4. The Libertarian Communist Programme

Submitted by libcom on April 4, 2005

(1) Aspects Of Bourgeois Rule - Capitalism And The State
Before we show the goals and solutions of libertarian communism we must examine what kind of enemy we're faced with.

From what we can know of human history we see that ever since human societies have been divided into classes (and especially since the division of social labour), there have been conflicts between the social classes and, from the earliest demands and revolts, as if a chain of struggles fought for a better life and a more just society.

Anarchist analysis considers that modern day society, like all those which came before it, is not a single unit - it is divided into two very different camps, different as much in their situation as in their social function: the proletariat (in the broad sense of the word) and the bourgeoisie.

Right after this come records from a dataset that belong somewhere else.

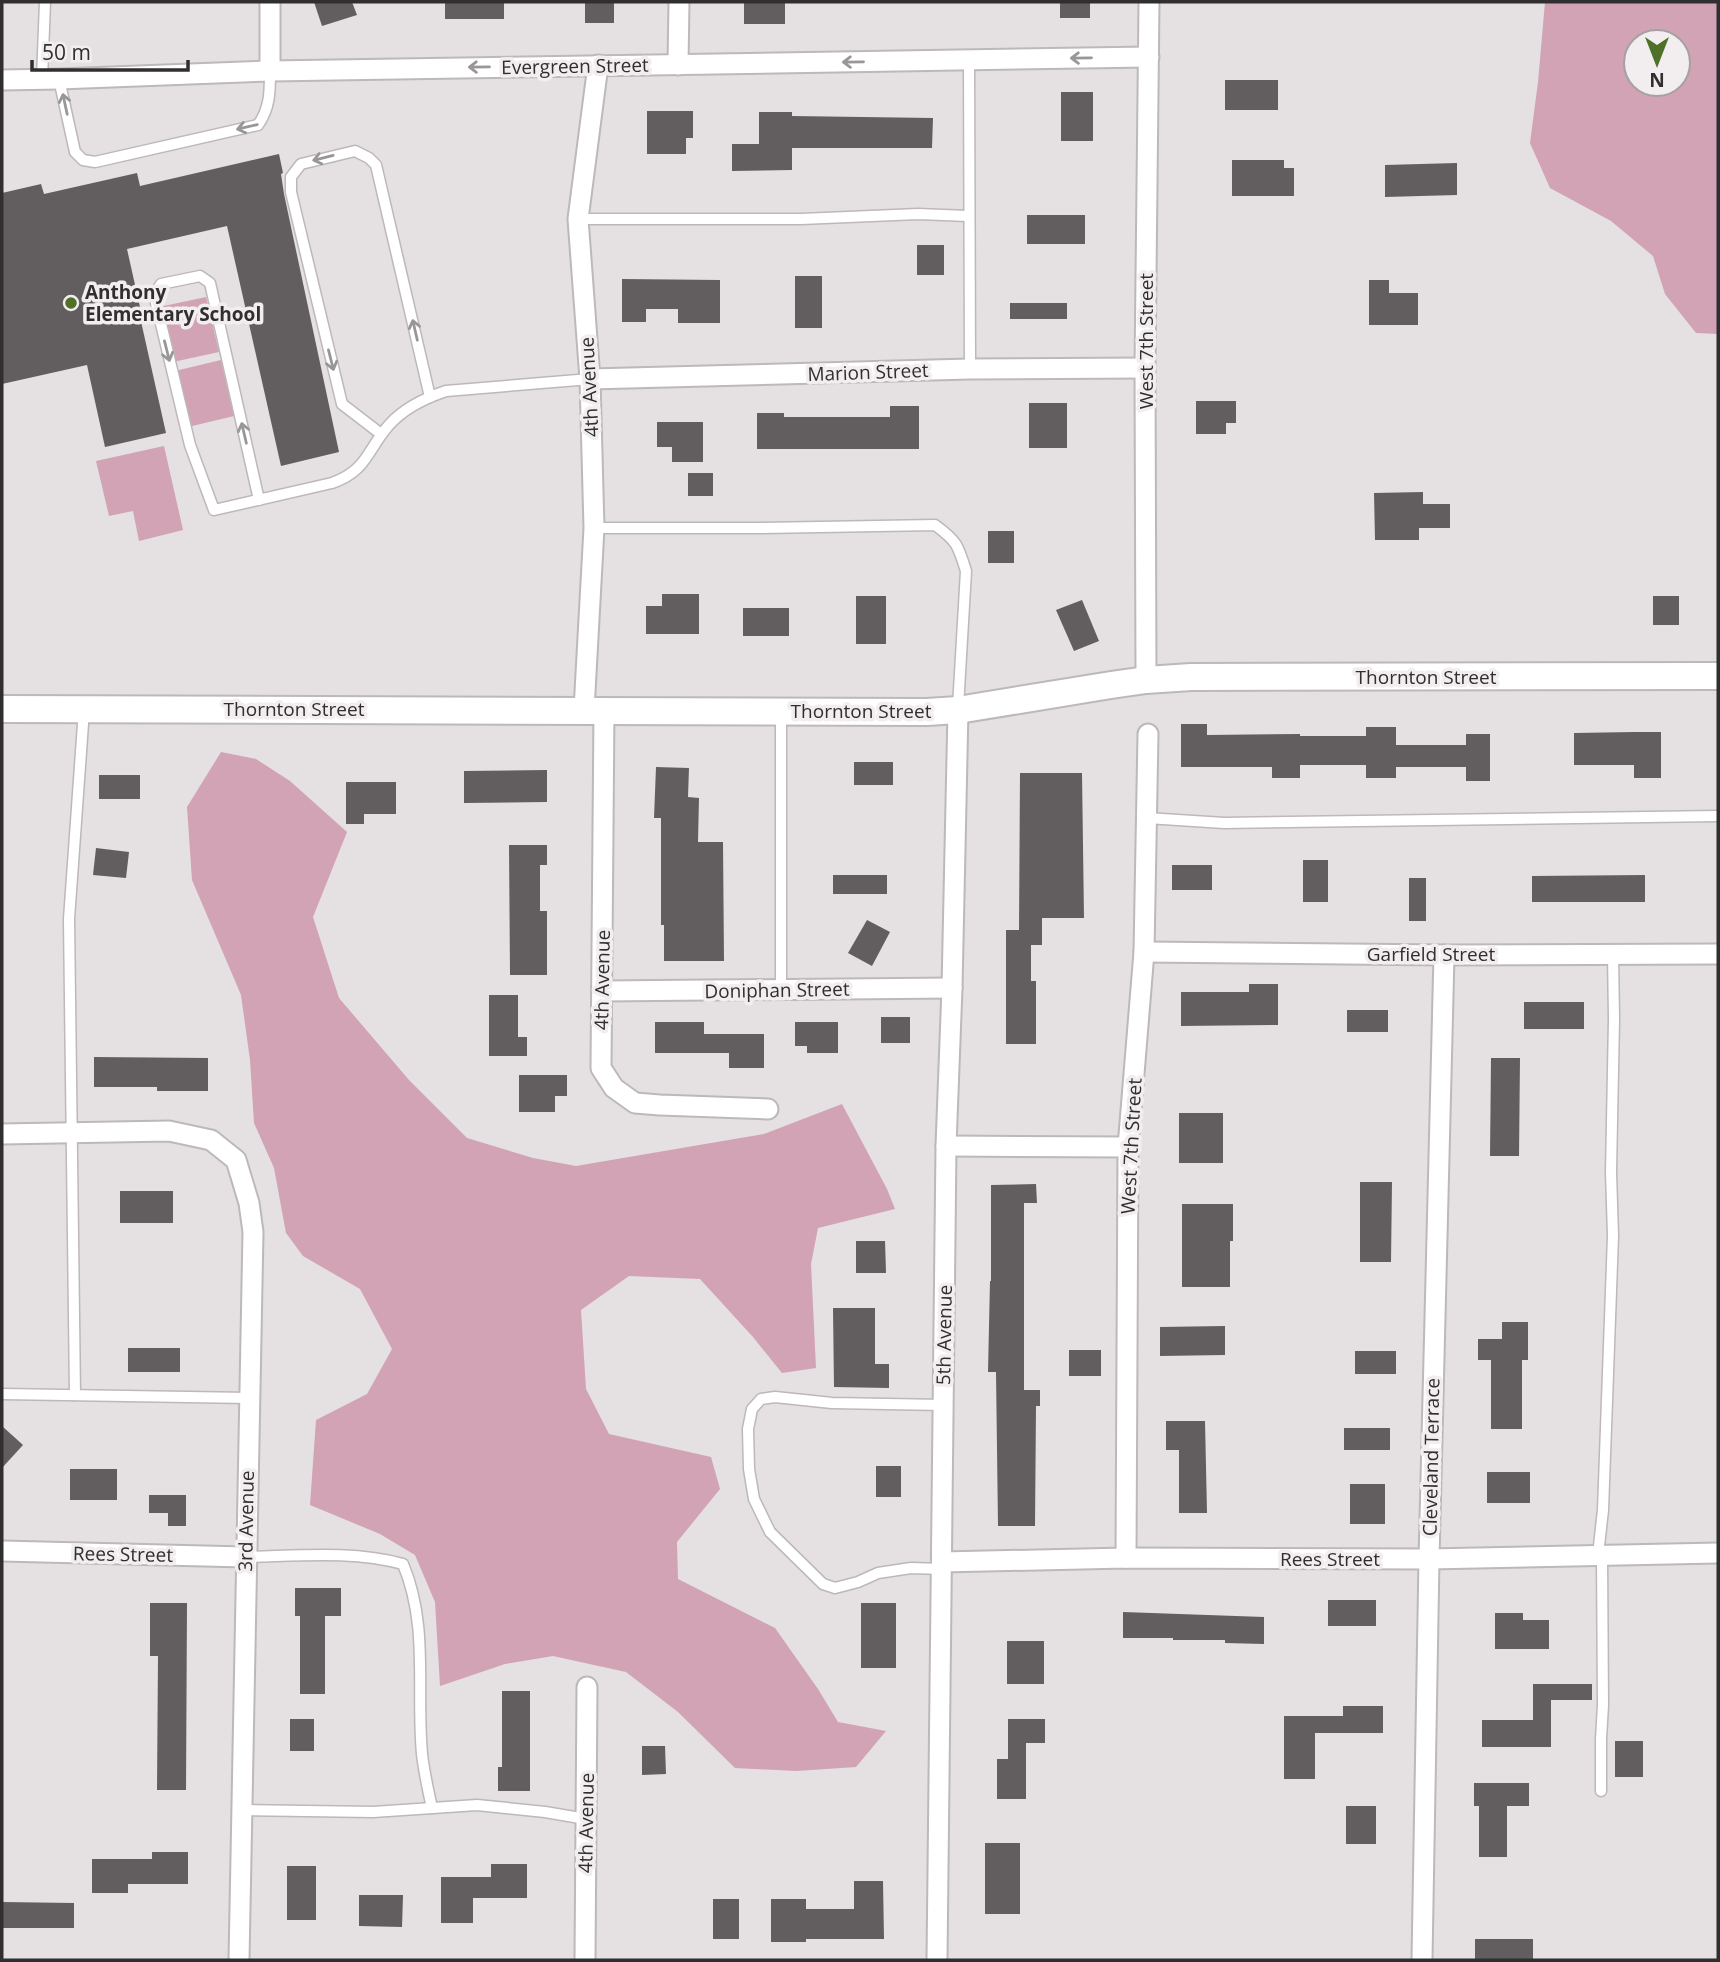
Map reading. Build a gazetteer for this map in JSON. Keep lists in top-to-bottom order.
{
  "streets": {
    "street": [
      "Evergreen Street",
      "West 7th Street",
      "Marion Street",
      "4th Avenue",
      "Thornton Street",
      "Garfield Street",
      "Doniphan Street",
      "5th Avenue",
      "Cleveland Terrace",
      "3rd Avenue",
      "Rees Street"
    ]
  },
  "crossings": [
    ["Evergreen Street", "West 7th Street"],
    ["Evergreen Street", "4th Avenue"],
    ["West 7th Street", "Marion Street"],
    ["West 7th Street", "Thornton Street"],
    ["West 7th Street", "Garfield Street"],
    ["West 7th Street", "Rees Street"],
    ["Marion Street", "4th Avenue"],
    ["4th Avenue", "Thornton Street"],
    ["4th Avenue", "Doniphan Street"],
    ["Thornton Street", "5th Avenue"],
    ["Garfield Street", "Cleveland Terrace"],
    ["Doniphan Street", "5th Avenue"],
    ["5th Avenue", "Rees Street"],
    ["Cleveland Terrace", "Rees Street"],
    ["3rd Avenue", "Rees Street"]
  ],
  "one_way": ["Evergreen Street"],
  "places": ["Anthony Elementary School"],
  "scale_bar": "50 m",
  "north": "bottom"
}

Added to this is the fact of the class struggle, whose character may vary - sometimes complex and imperceptible, sometimes open, rapid and easy to see.

This struggle is very often masked by clashes of secondary interests, conflicts between groups of the same class, complex historical events which at first sight don't have any direct connection with the existence of classes and their rivalry. Basically though this struggle is always directed towards transforming contemporary society into a society which would answer the needs wants and sense of justice of the oppressed and through this, in a classless society, liberating the whole of humanity.

The structure of any society always expresses in its laws, morality and culture the respective positions of the social classes - some exploited and enslaved, the others holding property and authority. In modern society economics, politics, law, morality and culture all rest on the existence of the privileges and monopolies of one class and on the violence organised by that class to maintain its supremacy..

Capitalism
The capitalist system is very often considered as the only form of exploitative society. But capitalism is a relatively recent economic and social form and human societies have certainly known other kinds of slavery and exploitation since the clans, the barbarian empires, the ancient cities, feudalism, the cities of the Renaissance and so on.

Analysis of the birth, development and evolution of capitalism was the work of the movement of socialist theoreticians at the start of the 19th Century (Marx and Engels did not more than systematise them), but this analysis gives a poor account of the general phenomenon of oppression by one class or another, and of its origin.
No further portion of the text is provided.